In addition to the risks and uncertainties set forth in this Form
10-Q, other factors could cause actual results to differ
materially, including but not limited to Access' research and
development focus, uncertainties associated with research and
development activities, uncertainty associated with preclinical and
clinical testing, future capital requirements, anticipated option
and licensing revenues, dependence on others, ability to raise
capital, the year 2000 issue, and other risks detailed in the
Company's reports filed under the Securities Exchange Act,
including but not limited to the Company's Annual Report on Form
10-K for the year ended December 31, 1998.

Since its inception, Access has devoted its resources primarily to
fund its research and development programs. The Company has been
unprofitable since inception and to date has received limited
revenues from the sale of products. No assurance can be given that
the Company will be able to generate sufficient product revenues
to attain profitability on a sustained basis or at all. The Company
expects to incur losses for the next several years as it continues
to invest in product research and development, preclinical studies,
clinical trials and regulatory compliance. As of March 31, 1999, the
Company's accumulated deficit was $23,944,000.

RECENT DEVELOPMENTS

On March 1, 1999, the Company and a wholly owned subsidiary of the
Company entered into a 

                                   2

merger agreement with Virologix Corporation ("Virologix"), whereby 
Virologix will become a wholly owned subsidiary of the Company. The 
closing of the merger is subject to certain conditions, including the 
condition that the Company raise at least $3.0 million in equity financing.
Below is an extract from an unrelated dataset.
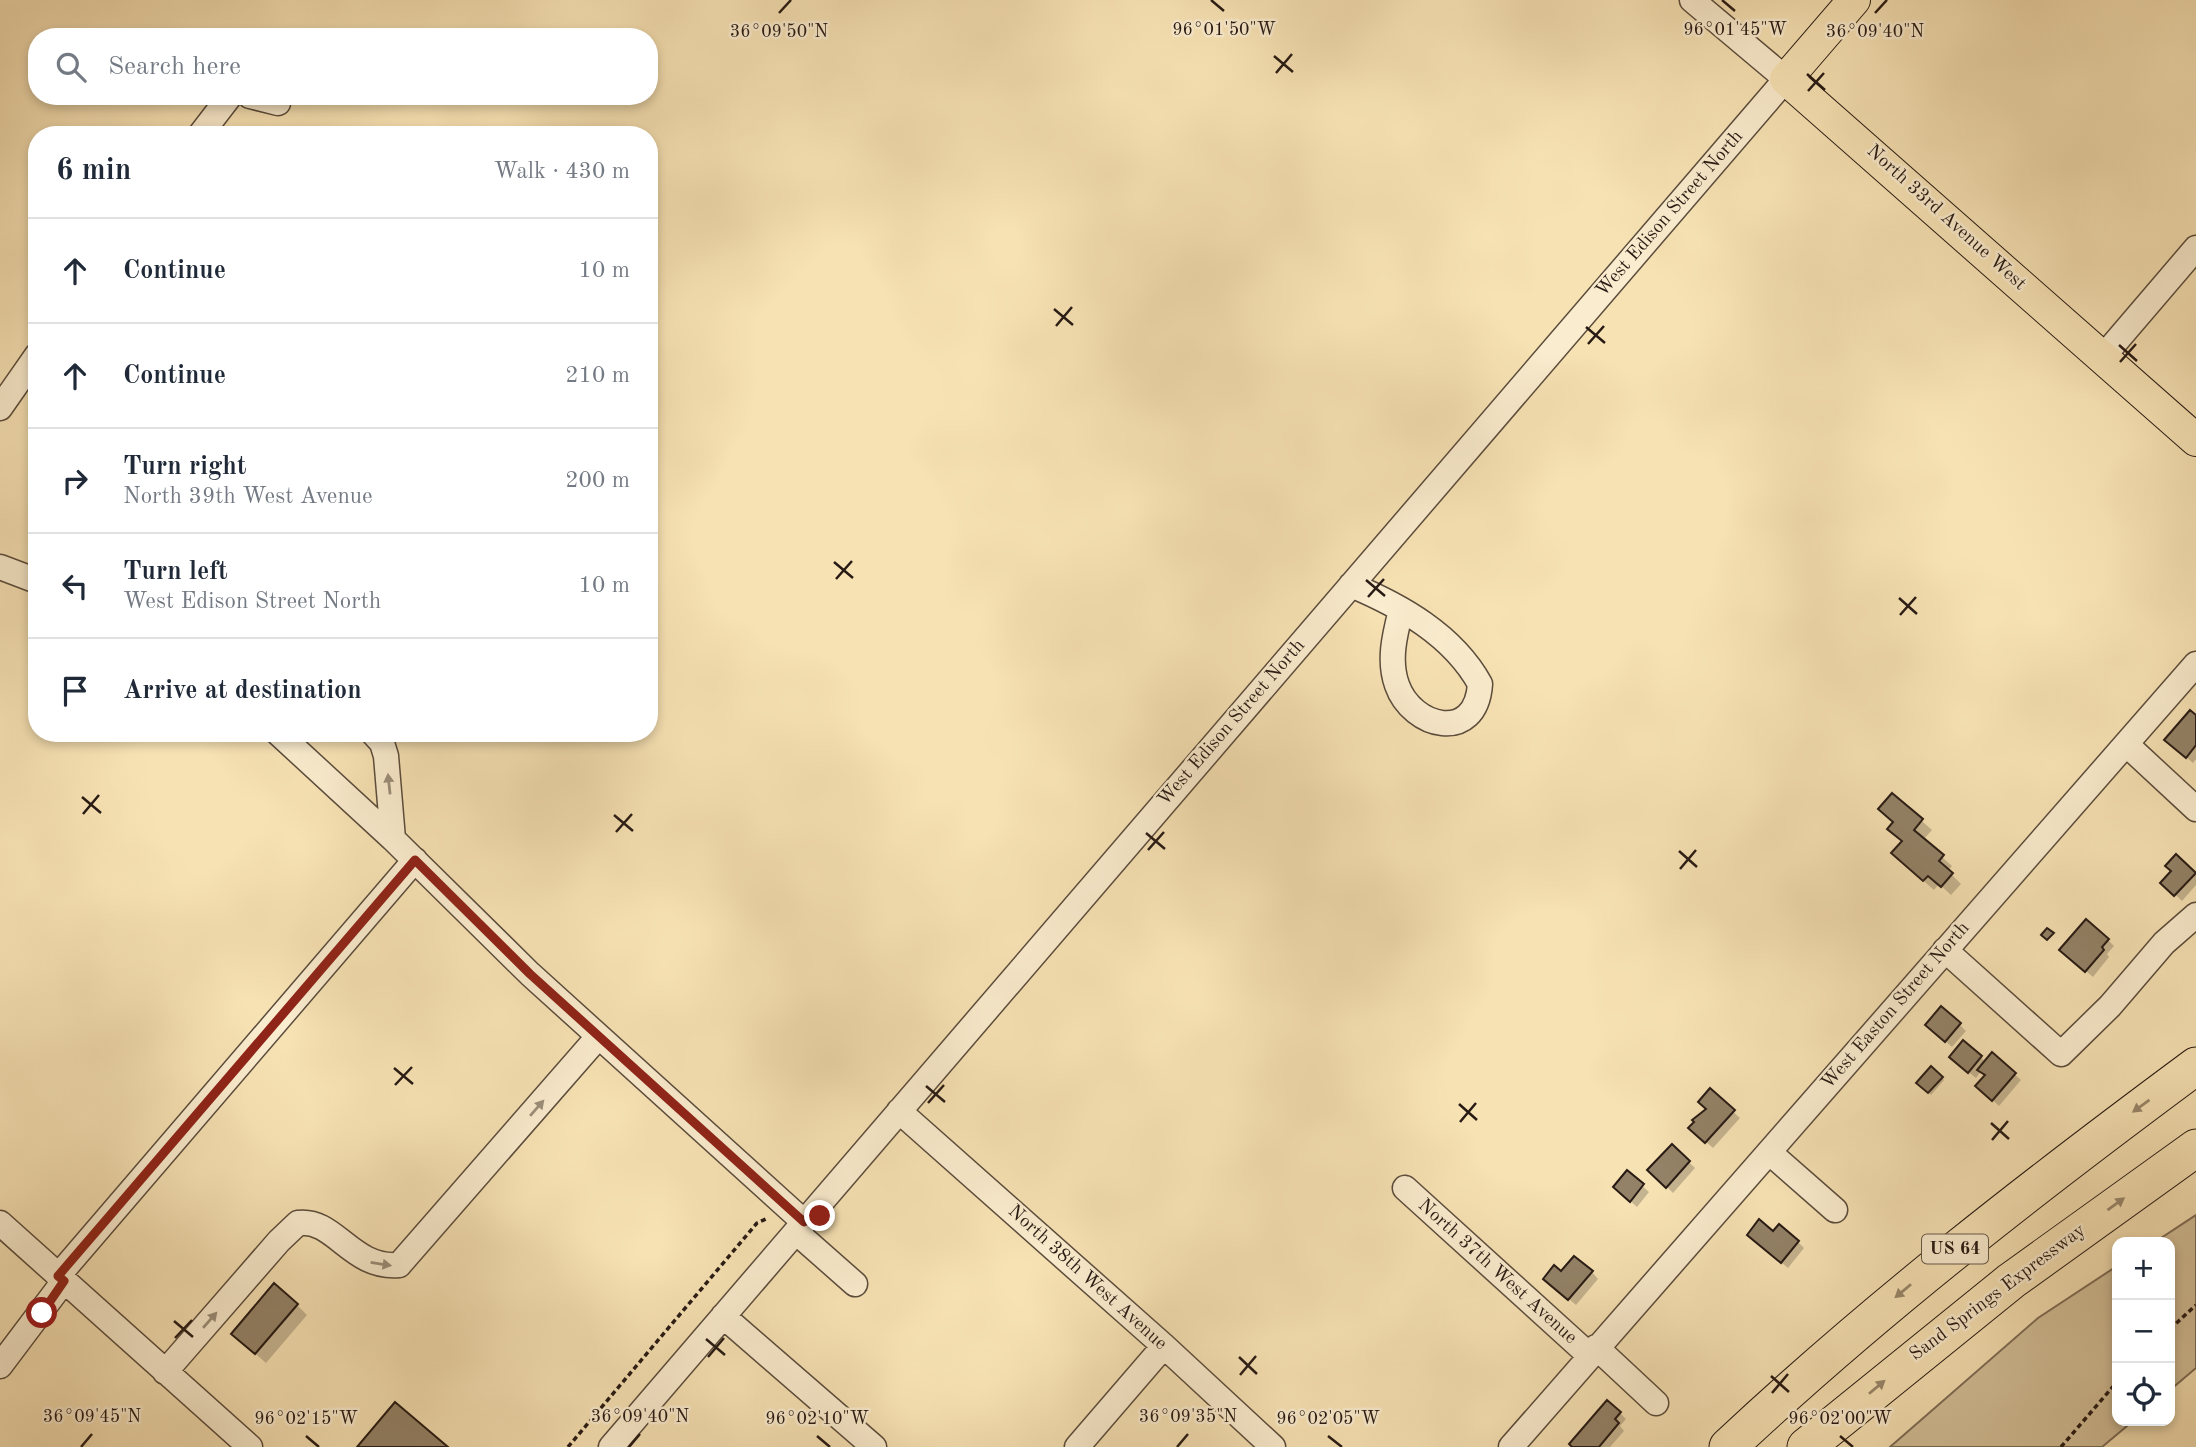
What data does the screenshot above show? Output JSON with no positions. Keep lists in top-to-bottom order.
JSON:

Virologix is a privately held company focused on the development
of product candidates for the prevention and treatment of viral
diseases, including HIV. Under the terms of the agreement, the
Virologix shareholders will receive 1,000,000 shares of common
stock of the Company. It is anticipated that the closing of the
acquisition will take place during the second quarter of 1999.

On January 11, 1999, the Company announced that it has signed a
license agreement with Block Drug Company ("Block") for the rights
to develop amlexanox for use in chemotherapy and radiation induced
mucositis. Mucositis is a debilitating condition involving
extensive inflammation of the oral cavity that affects an estimated
400,000 cancer patients in the United States undergoing
chemotherapy and radiation therapy. Amlexanox is currently the only
prescription drug approved by the FDA for the treatment of aphthous
ulcers (canker sores), and is marketed by Block in the United
States under the trade name Aphthasol TM.

                    Liquidity and Capital Resources

As of March 31, 1999 the Company's principal source of liquidity
is $887,000 of cash and cash equivalents. Working capital as of
March 31, 1999 was $376,000, representing an decrease in the
working capital of $633,000 as compared to the working capital as
of December 31, 1998 of $1,009,000. The decrease in working capital
was due to losses from operations in the first quarter.

Since its inception, the Company's expenses have significantly
exceeded its revenues, resulting in an accumulated deficit of
$23,944,000 as of March 31, 1999. The Company has funded its
operations primarily through private sales of its equity
securities, contract research payments from corporate alliances and
the merger of API and Chemex. 

The Company has incurred negative cash flows from operations since
its inception, and has expended, and expects to continue to expend
in the future, substantial funds to complete its planned product
development efforts. The Company expects that its existing capital
resources will be adequate to fund the Company's current operations
through the second quarter of 1999. The Company is dependent on
raising additional capital to fund its development of technology
and to implement its business plan. Such dependence will continue
at least until the Company begins marketing its new technologies.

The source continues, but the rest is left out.